Create a robust UAT plan
UAT is more than just, “Test the software to make sure it works.” You need to define specific, measurable objectives not only for the entire UAT testing process, but also for the specific functional and technical requirements.
Creating the right UAT environment also means making sure you have the right test approach and plan in place to create and manage test cases, capture, mitigate, and monitor risks, and confirm user acceptance.
With all of these in place - your objectives and your approach to the testing process itself - you can create an overall testing timeline that includes scheduled test runs and key milestones to keep your team on track and on schedule.
Use the an industry-leading test management tool
With a robust UAT plan in place, you then need a flexible and powerful test management tool that gives your testing team the tools they need to track requirements from end-to-end, prioritize remediation tasks, and design, execute, and manage test runs.
An industry-leading UAT tool also includes an extensive library of testing templates that can accelerate the administrative side of testing, including test templates that provide blueprints for the outlining test strategies, objectives, schedules, estimations, and deliverables.
A solution like TestMonitor even makes capturing overall UAT tester experiences easy, including an intuitive and flexible method to record feedback, upload attachments, and record pass/fail results.

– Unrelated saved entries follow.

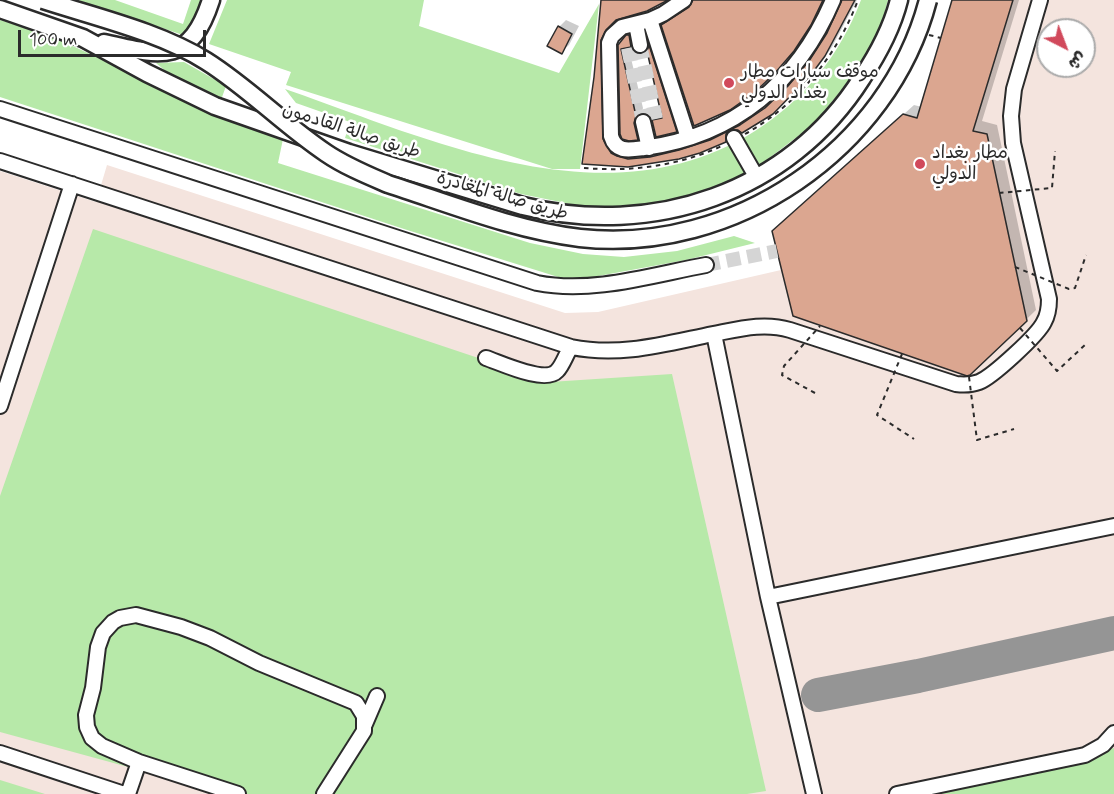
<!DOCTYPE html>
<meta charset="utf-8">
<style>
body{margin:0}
#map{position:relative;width:1114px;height:794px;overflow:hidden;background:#fff;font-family:Mynerve,"Playpen Sans Arabic",sans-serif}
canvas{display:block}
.north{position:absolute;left:1036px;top:18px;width:60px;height:60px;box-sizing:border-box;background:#fff;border:2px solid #aaa;border-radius:50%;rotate:138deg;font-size:16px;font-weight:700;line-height:24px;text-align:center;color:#2b2b2b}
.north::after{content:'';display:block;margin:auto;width:21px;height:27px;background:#d1495b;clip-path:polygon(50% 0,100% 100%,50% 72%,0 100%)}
.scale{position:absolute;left:18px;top:30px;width:188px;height:27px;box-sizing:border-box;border:3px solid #2b2b2b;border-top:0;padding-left:8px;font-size:18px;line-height:21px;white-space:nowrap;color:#2b2b2b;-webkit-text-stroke:4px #fff;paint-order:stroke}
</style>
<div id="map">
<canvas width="1114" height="794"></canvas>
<div class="north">ش</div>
<div class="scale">100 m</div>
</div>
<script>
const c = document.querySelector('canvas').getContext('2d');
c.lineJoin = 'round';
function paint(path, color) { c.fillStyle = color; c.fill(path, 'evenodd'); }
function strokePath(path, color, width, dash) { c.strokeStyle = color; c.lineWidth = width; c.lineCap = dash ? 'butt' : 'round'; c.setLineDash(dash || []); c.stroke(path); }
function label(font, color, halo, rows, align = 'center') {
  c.font = font + ' Mynerve,"Playpen Sans Arabic",sans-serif'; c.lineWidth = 5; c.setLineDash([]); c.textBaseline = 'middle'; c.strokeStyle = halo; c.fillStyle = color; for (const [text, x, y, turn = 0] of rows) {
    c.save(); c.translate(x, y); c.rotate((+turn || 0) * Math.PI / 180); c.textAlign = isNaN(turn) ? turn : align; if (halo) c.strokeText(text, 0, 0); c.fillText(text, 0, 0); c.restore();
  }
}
paint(new Path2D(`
 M952 0H1114V794H0V171L96 202 107 165 565 313 598 312 781 270 772 231 903 114 917 117ZM1048 30H1084V66H1048Z`), '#f4e4de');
paint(new Path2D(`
 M78 0H115L183 24 191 0H208L186 36Z
 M227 0H424L419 26 559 73 599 4 580 169H552L286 85 291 72 209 44Z
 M861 0H888L881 25 863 63 814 124 764 162 729 183 664 203 600 210 521 194 345 138 350 122 296 103 285 89C432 140 608 224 755 131 804 100 840 55 861 0Z
 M0 20 47 34 206 108 283 139 278 163 530 243 583 254 624 257 677 251 734 236 755 243 686 260 571 281 404 229 0 97Z
 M184 62 226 86 221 100 174 78 156 63Z
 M93 229 550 382 672 374 766 791 747 794H227L0 732V496Z
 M1114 748V794H914Z
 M0 780 45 794H0Z`), '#b7e9a9');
paint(new Path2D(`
 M602 0H663L619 17 610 24 607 35 616 143H688L720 133 749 118 775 100 791 84 810 62 828 34 843 0H857L832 47 818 67 772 113 742 132 733 128V133L725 141 678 158 584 163 595 77Z
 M695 0H825L801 42 782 64 663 25 670 18 693 4Z
 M954 0H1019L982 121 997 125 1036 310 970 374 784 222 914 105 922 107Z
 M566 20 579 26 569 45 561 52 559 27Z
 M636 29 638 38 628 46 643 108 641 115 645 131 637 138 626 139 620 45Z
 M656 40 683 123 676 131 653 120 662 113 648 51Z`), '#0003');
strokePath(new Path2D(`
 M818 695 918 676 1114 633`), '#959595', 34);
const building = new Path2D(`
 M601 0H668L647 11 616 20 606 30 601 40 603 139 611 153 617 156 628 159 650 157 679 150 710 140 740 125 765 108 788 86 809 61 827 33 842 0H855L825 56 810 76 773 114 742 133 738 130H730L726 134V142L700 153 679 159 628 167 582 164 594 77Z
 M693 0H823L811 25 794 51 775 73 754 93 730 110 694 126 661 25 689 7Z
 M952 0H1013L973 131 987 134 1027 321 970 375 967 376 793 316 772 231 903 114 917 118Z
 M558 26 572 34 562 54 547 46Z
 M626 35H629L631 47 621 49 636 116 634 123 638 140 629 141 622 139 620 134 618 45Z
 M649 45 677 132 656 137 652 120 662 118 647 51Z`);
paint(building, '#dba690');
strokePath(building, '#2b2b2b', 1.5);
strokePath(new Path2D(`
 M640 45 656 119
 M628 48 643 122
 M706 265 777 251`), '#d5d5d5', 14, [14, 7]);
const minor = new Path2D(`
 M684 0 663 14 650 20 622 27 612 36 609 43 611 136C616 153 629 150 644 148 735 136 798 82 833 0
 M650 20 688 138
 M636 24 640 45
 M0 109 537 283C592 294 652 275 706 265
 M643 122 649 148
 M734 138 757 178
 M0 161 571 347C621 357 664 344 713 334 739 329 764 322 790 330L956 384C964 385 971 385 979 382 992 377 1038 335 1044 322 1048 315 1049 307 1049 299L1013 143 1011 116 1014 89 1040 0
 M714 334 768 597 814 794
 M486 358C501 363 545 384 557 371 563 365 566 354 571 347
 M0 406 72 184
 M768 597 1114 526
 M365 724 377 696
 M0 753 124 794
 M128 794 139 762
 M238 794 139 762 102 746 92 738 87 727 86 715 93 688 98 647 103 633 113 622 120 618 136 615 181 627 210 638 259 663 356 703 364 716V731L324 794
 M897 794 1085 755 1103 745 1114 733`);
const major = new Path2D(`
 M0 9 83 38 147 73 215 106 349 153 523 206C653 238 789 193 862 78 878 54 892 28 899 0
 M104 43C161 56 190 65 211 0`);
strokePath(minor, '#2b2b2b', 18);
strokePath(major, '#2b2b2b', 21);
strokePath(new Path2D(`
 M929 35 941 38
 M745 134C797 105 837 56 858 0
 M584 168C632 172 679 166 724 145`), '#2b2b2b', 2, [4.5, 4.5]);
strokePath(minor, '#fff', 14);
strokePath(major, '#fff', 16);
const majorBridge = new Path2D(`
 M43 0C95 17 160 32 206 61 249 88 284 125 326 153 345 166 367 175 388 184 450 204 514 230 580 238 733 255 889 150 928 0`);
strokePath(majorBridge, '#2b2b2b', 21, []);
strokePath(new Path2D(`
 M999 193 1052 188 1055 151
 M1015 267 1069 289 1075 288 1086 255
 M1020 328 1057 371 1086 344
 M902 354 877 415 914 439
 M969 377 977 440 1014 429
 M815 393 782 375 784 366 820 326`), '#2b2b2b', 2, [4.5, 4.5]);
strokePath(majorBridge, '#fff', 16);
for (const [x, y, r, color] of [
 [729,83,6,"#d1495b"],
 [920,164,6,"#d1495b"]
]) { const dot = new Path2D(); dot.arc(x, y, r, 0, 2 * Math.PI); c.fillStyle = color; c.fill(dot); strokePath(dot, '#fff', 2); }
label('18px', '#2b2b2b', '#fff', [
 ["موقف سيارات مطار",741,73],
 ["بغداد الدولي",741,94],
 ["مطار بغداد",932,154],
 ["الدولي",932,175]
], 'left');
label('18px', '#2b2b2b', '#fff', [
 ["طريق صالة القادمون",351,132,18],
 ["طريق صالة المغادرة",502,197,16]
]);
</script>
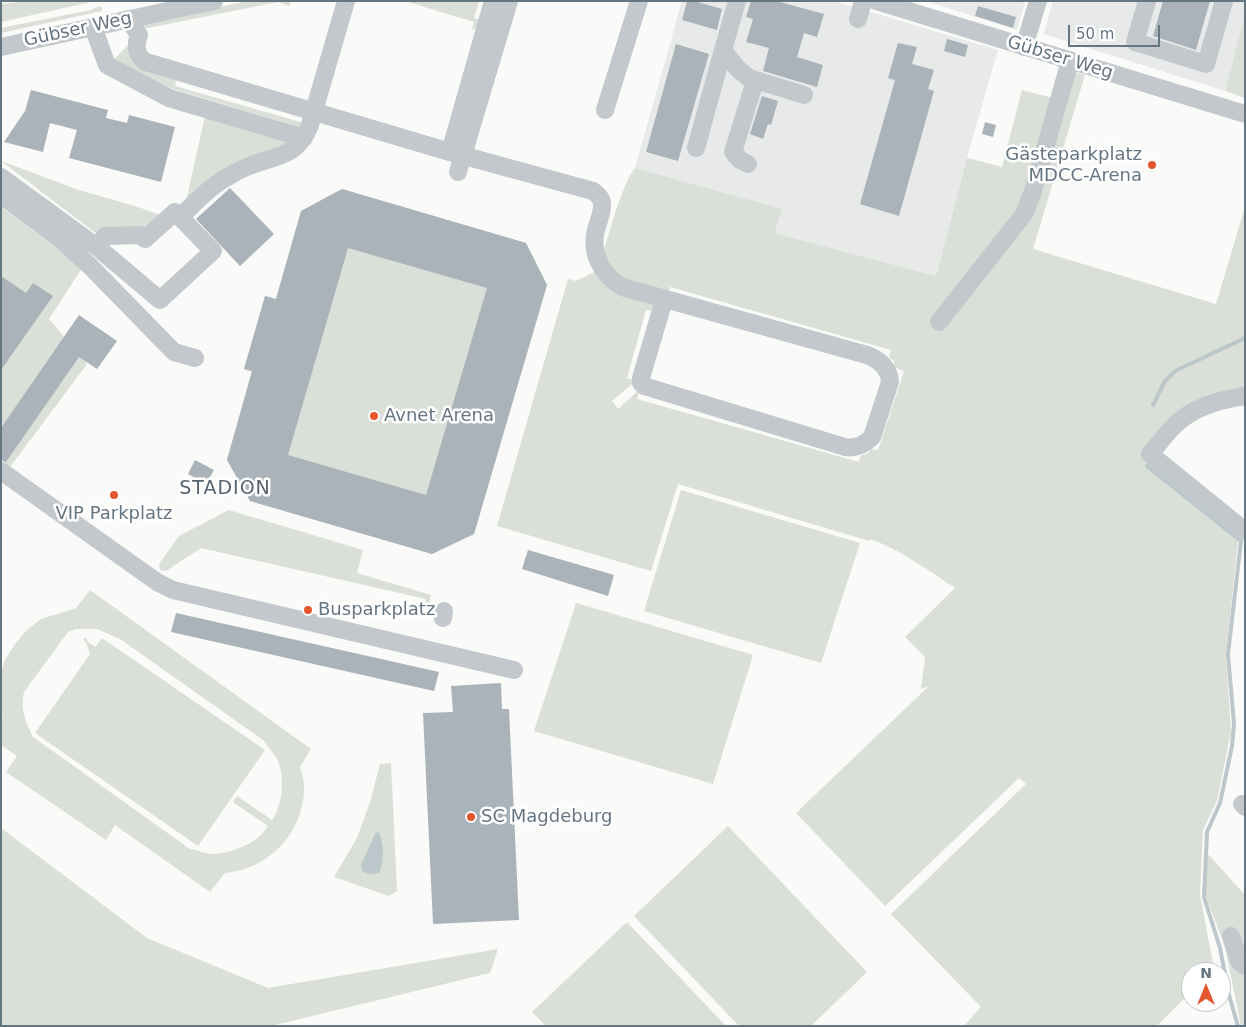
<!DOCTYPE html>
<meta charset="utf-8">
<style>
body{margin:0}
#map{position:relative;width:1246px;height:1027px;overflow:hidden;background:#fafaf8;font-family:"DejaVu Sans",sans-serif}
canvas{display:block}
.frame{position:absolute;inset:0;border:2px solid #657683;pointer-events:none}
.north{position:absolute;left:1181px;top:962px;width:50px;height:50px;box-sizing:border-box;background:#fff;border:1px solid #c1c8cd;border-radius:50%;rotate:0deg;font-size:14px;font-weight:700;line-height:20px;text-align:center;color:#657683}
.north::after{content:'';display:block;margin:auto;width:18px;height:22px;background:#e4572e;clip-path:polygon(50% 0,100% 100%,50% 72%,0 100%)}
.scale{position:absolute;left:1068px;top:25px;width:92px;height:22px;box-sizing:border-box;border:2px solid #657683;border-top:0;padding-left:6px;font-size:15px;line-height:18px;white-space:nowrap;color:#657683;-webkit-text-stroke:4px #fff;paint-order:stroke}
</style>
<div id="map">
<canvas width="1246" height="1027"></canvas>
<div class="frame"></div>
<div class="north">N</div>
<div class="scale">50 m</div>
</div>
<script>
const context = document.querySelector('canvas').getContext('2d');
context.lineJoin = 'round';
function fillPath(path, color) {
  context.fillStyle = color;
  context.fill(path, 'evenodd');
}
function strokePath(path, color, width, dash) {
  context.strokeStyle = color;
  context.lineWidth = width;
  context.lineCap = dash ? 'butt' : 'round';
  context.setLineDash(dash || []);
  context.stroke(path);
}
function drawText(font, color, halo, rows, align = 'center') {
  context.font = font + ' "DejaVu Sans",sans-serif';
  context.lineWidth = 5;
  context.setLineDash([]);
  context.textBaseline = 'middle';
  context.strokeStyle = halo;
  context.fillStyle = color;
  for (const [text, x, y, turn = 0] of rows) {
    context.save();
    context.translate(x, y);
    context.rotate((+turn || 0) * Math.PI / 180);
    context.textAlign = isNaN(turn) ? turn : align;
    if (halo) context.strokeText(text, 0, 0);
    context.fillText(text, 0, 0);
    context.restore();
  }
}
const built = new Path2D(`
 M682,1H834L998,50L967,158L936,276L775,233L782,210L635,168Z
 M926,1H1025L1017,30Z
 M1053,1H1245V17L1225,91L1044,34Z`);
const green = new Path2D(`
 M30,1H96L1,22V4Z
 M248,1H291L289,6L278,2L143,29L142,23Z
 M405,1H479L474,18L481,20L474,30L472,29L474,22Z
 M100,6L102,8V11L1,33V28L91,10Z
 M1244,19H1245V98L1225,91Z
 M127,46L132,47L177,77L175,86L304,123L301,129L293,127V125L173,89L119,65L113,60Z
 M1062,69L1085,75L1033,249L1216,304L1245,207V396L1208,404L1150,454L1239,532L1226,654L1231,732L1217,801L1203,830L1200,894L1214,969L1212,972H1191V992L1157,1026H964L981,1007L891,914L1026,784L1019,778L885,906L796,813L929,686L921,689L925,657L905,637L955,588C928,570 901,550 870,539L869,541L678,484L651,571L497,526L568,279L576,281L598,270C605,248 622,182 635,168L782,209L775,233L936,276L967,158L1002,167L1022,90L1053,98ZM670,287L891,350L889,357L894,361V367L904,371L878,450L871,449L867,454L861,455L859,462L637,399L639,392L638,391L618,409L612,401L633,383L634,380L627,378L646,310L653,311L654,306L652,304L668,294Z
 M205,116L291,142L186,201Z
 M1,161L76,189L141,208L168,218L145,239L102,238Z
 M342,189L526,243L547,285L474,534L432,554L250,501L227,460L252,372L244,369L265,296L276,299L301,211Z
 M1,207L70,257L82,268L49,319L87,364L10,467L1,460Z
 M681,490L860,543L821,663L644,611Z
 M229,510L363,550L357,573L431,595L428,607H424L426,599L201,548L166,571L160,570L159,564L179,536Z
 M90,590L311,749L300,767C302,773 304,780 304,786C305,832 269,869 225,873L210,892L115,825L106,840L6,772L17,756L1,745V718L3,714L1,710V671L5,660L15,644L27,630L41,619L76,608ZM76,629H97L120,639L263,740C267,746 273,752 277,759C285,775 283,806 272,820L237,796L233,802L268,826C258,844 230,854 210,854C203,853 197,850 190,849L33,737C26,723 20,709 24,692L68,632Z
 M576,603L753,655L713,784L534,731Z
 M84,638H86L87,641L95,647L102,638L265,750L198,846L35,733L90,654L86,642L83,640Z
 M391,763L397,891L389,896L334,877L357,838L370,802L380,764Z
 M728,826L867,972L811,1026H739L634,916Z
 M1,828L147,938L268,988L498,949L490,973L271,1026H1Z
 M1208,854L1245,895V1026H1241L1225,947L1205,894Z
 M627,922L726,1026H546L532,1012Z`);
const water = new Path2D(`
 M376,832L379,833C384,842 384,863 379,873L369,874L362,871L361,865Z`);
const stream = new Path2D(`
 M1153,405L1165,381L1175,371L1245,338
 M1147,466L1241,541L1228,654L1234,724L1232,746L1220,803L1207,832L1204,897L1220,948L1229,995L1238,1026`);
const building = new Path2D(`
 M687,1H694L722,9L717,30L682,20Z
 M751,1H776L824,14L817,37L804,33L797,57L823,65L817,87L763,71L769,48L746,42L753,19L746,17Z
 M1163,1H1210L1196,50L1153,36Z
 M978,6L1016,17L1013,28L975,16Z
 M947,39L968,45L965,57L944,51Z
 M898,43L917,47L912,64L934,70L928,89L934,91L899,216L860,204L895,80L888,78Z
 M676,44L709,54L678,161L646,152Z
 M31,90L108,110L106,118L127,123L129,115L175,127L161,182L69,158L77,130L50,123L43,152L4,142L25,111Z
 M762,96L778,101L771,125L768,124L763,139L750,134Z
 M985,122L996,125L993,137L982,134Z
 M230,188L274,234L240,266L196,219Z
 M342,189L526,243L547,285L474,534L432,554L250,501L227,460L252,371L244,369L265,296L276,299L301,211ZM348,248L487,288L426,495L288,455Z
 M1,276L26,293L33,283L53,296L1,370Z
 M79,315L117,341L97,369L79,357L6,462L1,460V428Z
 M195,460L214,470L206,484L188,474Z
 M528,550L614,575L608,596L522,569Z
 M176,613L439,672L434,691L171,632Z
 M501,683L502,709H509L519,920L433,924L423,713L453,712L451,686Z`);
const minor = new Path2D(`
 M737,1L723,50L737,68L749,78L804,95
 M876,1L1245,114
 M1147,1L1135,42L1206,64L1224,1
 M128,19L139,35C135,45 136,56 146,62L450,152L593,191C597,194 601,197 602,203C603,212 598,222 596,230C590,253 602,275 622,287L867,355C880,360 889,368 890,382L872,437C865,444 855,449 845,447L644,386L641,383V378L664,300
 M858,19L863,1
 M93,27L107,65L169,98L304,138
 M1,47L214,1
 M1024,47L1038,1
 M605,110L639,1
 M696,148L723,50
 M450,152L493,1
 M748,164L740,160L733,152L755,81
 M458,172L509,1
 M1,177L97,247
 M1,195L59,238L90,266L174,352L195,358
 M175,212L213,251L160,300L97,247L105,236L140,235L145,239Z
 M180,217C194,204 207,189 224,179C233,174 242,168 252,165C279,155 298,156 310,125L346,1
 M939,322L1024,214L1032,194L1070,61
 M1245,396C1219,400 1192,407 1173,427C1165,435 1158,445 1150,454L1245,531
 M1,471L157,582L173,590L514,670
 M443,618L444,611
 M1242,804L1245,807
 M1231,936L1239,961L1245,966`);
const markers = [
 [1152,165,5,"#e4572e"],
 [374,416,5,"#e4572e"],
 [114,495,5,"#e4572e"],
 [308,610,5,"#e4572e"],
 [471,817,5,"#e4572e"]
];
const streetNames = [
 ["Gübser Weg",78,30,-12],
 ["Gübser Weg",1060,58,17]
];
const poiNames = [
 ["Gästeparkplatz",1142,155,"right"],
 ["MDCC-Arena",1142,176,"right"],
 ["Avnet Arena",384,416],
 ["VIP Parkplatz",114,514,"center"],
 ["Busparkplatz",318,610],
 ["SC Magdeburg",481,817]
];
const neighbourhoodNames = [
 ["STADION",225,489]
];
fillPath(built, '#e8e9e9');
fillPath(green, '#dadfd7');
fillPath(water, '#bbc7cb');
strokePath(stream, '#bbc7cb', 4);
fillPath(building, '#aab3b9');
strokePath(minor, '#c3c8cc', 18);
for (const [x, y, r, color] of markers) {
  const dot = new Path2D();
  dot.arc(x, y, r, 0, 2 * Math.PI);
  context.fillStyle = color;
  context.fill(dot);
  strokePath(dot, '#fff', 2);
}
drawText('18px', '#657683', '#fff', streetNames);
drawText('18px', '#657683', '#fff', poiNames, 'left');
context.letterSpacing = '1px';
drawText('19px', '#57646e', '#fff', neighbourhoodNames);
context.letterSpacing = '0px';
</script>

Be specific with test cases
A test case is a compilation of testing instructions for a tester to follow and determine if the system meets that requirement or standard.
Therefore, it is vital to understand, capture, and communicate what precisely must be tested, why it is important, and what UAT participants should be seeing and doing in their testing role.
At the same time, your testing team also needs to have a critical eye on what is really a “must have” feature or function and what is a “nice to have.” This can help to ensure that you are not bogging down your testers with too many test cases and are making the best use of your UAT environment.
Communicate, early and often
UAT participants often are end-users with a usual day job, which means you are borrowing their time, energy, and experience and taking it temporarily away from other operations.
That’s why it's important to communicate early and often on:
What you need from your testers
When testers will be needed and for how long
How they can use a test management platform to track their work
How progress reports will be generated and distributed
In addition to communicating regularly with your testers, make a set schedule and structured format to share updates with your executive and project stakeholders to keep them abreast of high level progress.
Every UAT testing journey is different, but best practices like these will help your team to lay the foundation for a successful, productive process, everytime.